[Stored dataset items]

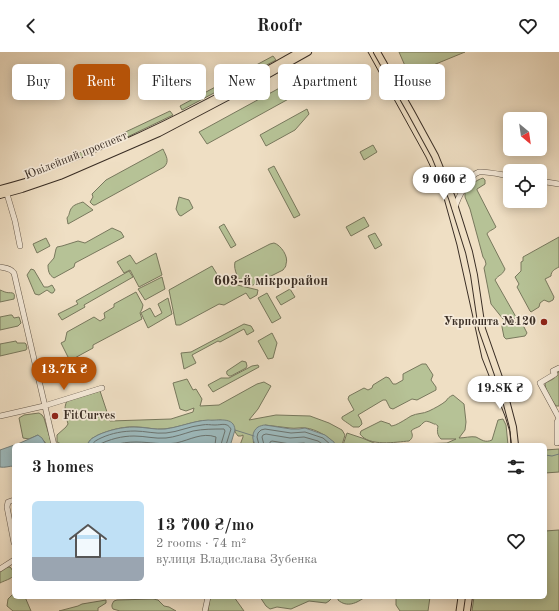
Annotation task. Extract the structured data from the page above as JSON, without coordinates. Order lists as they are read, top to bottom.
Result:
{
  "streets": {
    "main road": ["Ювілейний проспект"]
  },
  "districts": ["603-й мікрорайон"],
  "places": ["Укрпошта №120", "FitCurves"],
  "north": "bottom right",
  "page": {
    "header": "Roofr",
    "chip": [
      "Buy",
      "Rent",
      "Filters",
      "New",
      "Apartment",
      "House"
    ],
    "price": ["9 060 ₴", "13.7K ₴", "19.8K ₴"],
    "heading": "3 homes",
    "list": [
      {
        "name": "13 700 ₴/mo",
        "note": "2 rooms · 74 m² · вулиця Владислава Зубенка"
      }
    ]
  }
}
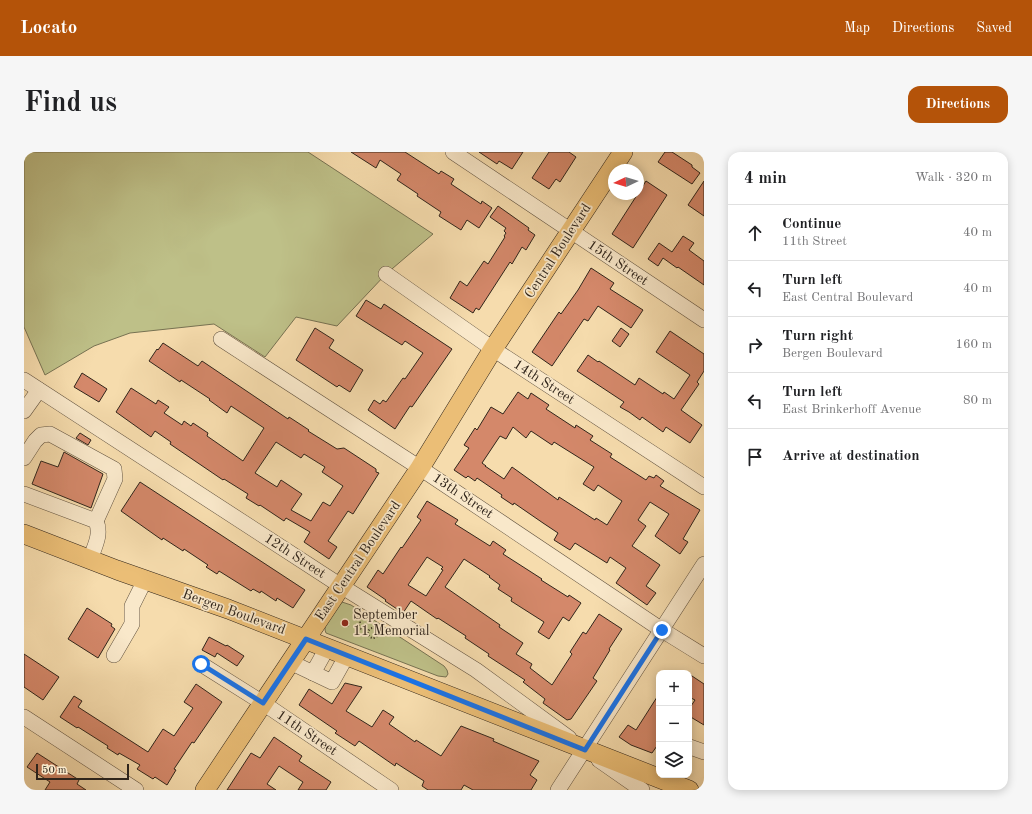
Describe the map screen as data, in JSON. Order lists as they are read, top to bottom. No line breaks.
{"streets":{"main road":["Central Boulevard","East Central Boulevard","Bergen Boulevard"],"street":["15th Street","14th Street","13th Street","12th Street","11th Street"]},"crossings":[["Central Boulevard","15th Street"],["Central Boulevard","14th Street"],["Central Boulevard","East Central Boulevard"],["14th Street","East Central Boulevard"],["13th Street","East Central Boulevard"],["12th Street","East Central Boulevard"],["12th Street","Bergen Boulevard"],["East Central Boulevard","Bergen Boulevard"],["East Central Boulevard","11th Street"]],"places":["September 11 Memorial"],"scale_bar":"50 m","north":"left","page":{"header":"Locato","nav":["Map","Directions","Saved"],"buttons":"Directions","title":"Find us","heading":["4 min","Walk · 320 m"],"list":[["Continue","11th Street","40 m"],["Turn left","East Central Boulevard","40 m"],["Turn right","Bergen Boulevard","160 m"],["Turn left","East Brinkerhoff Avenue","80 m"],"Arrive at destination"],"map_buttons":["+","−"],"scale":"50 m"}}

* PROBLEM DETAILS *
Your answer must be an exact copy of the records above, with every picture left out.

* RESPONSE TO THE TASK *
Annotation task. Extract the structured data from the page above as JSON, without coordinates. Order lists as they are read, top to bottom.
Result:
{
  "streets": {
    "main road": ["Ювілейний проспект"]
  },
  "districts": ["603-й мікрорайон"],
  "places": ["Укрпошта №120", "FitCurves"],
  "north": "bottom right",
  "page": {
    "header": "Roofr",
    "chip": [
      "Buy",
      "Rent",
      "Filters",
      "New",
      "Apartment",
      "House"
    ],
    "price": ["9 060 ₴", "13.7K ₴", "19.8K ₴"],
    "heading": "3 homes",
    "list": [
      {
        "name": "13 700 ₴/mo",
        "note": "2 rooms · 74 m² · вулиця Владислава Зубенка"
      }
    ]
  }
}
Describe the map screen as data, in JSON. Order lists as they are read, top to bottom. No line breaks.
{"streets":{"main road":["Central Boulevard","East Central Boulevard","Bergen Boulevard"],"street":["15th Street","14th Street","13th Street","12th Street","11th Street"]},"crossings":[["Central Boulevard","15th Street"],["Central Boulevard","14th Street"],["Central Boulevard","East Central Boulevard"],["14th Street","East Central Boulevard"],["13th Street","East Central Boulevard"],["12th Street","East Central Boulevard"],["12th Street","Bergen Boulevard"],["East Central Boulevard","Bergen Boulevard"],["East Central Boulevard","11th Street"]],"places":["September 11 Memorial"],"scale_bar":"50 m","north":"left","page":{"header":"Locato","nav":["Map","Directions","Saved"],"buttons":"Directions","title":"Find us","heading":["4 min","Walk · 320 m"],"list":[["Continue","11th Street","40 m"],["Turn left","East Central Boulevard","40 m"],["Turn right","Bergen Boulevard","160 m"],["Turn left","East Brinkerhoff Avenue","80 m"],"Arrive at destination"],"map_buttons":["+","−"],"scale":"50 m"}}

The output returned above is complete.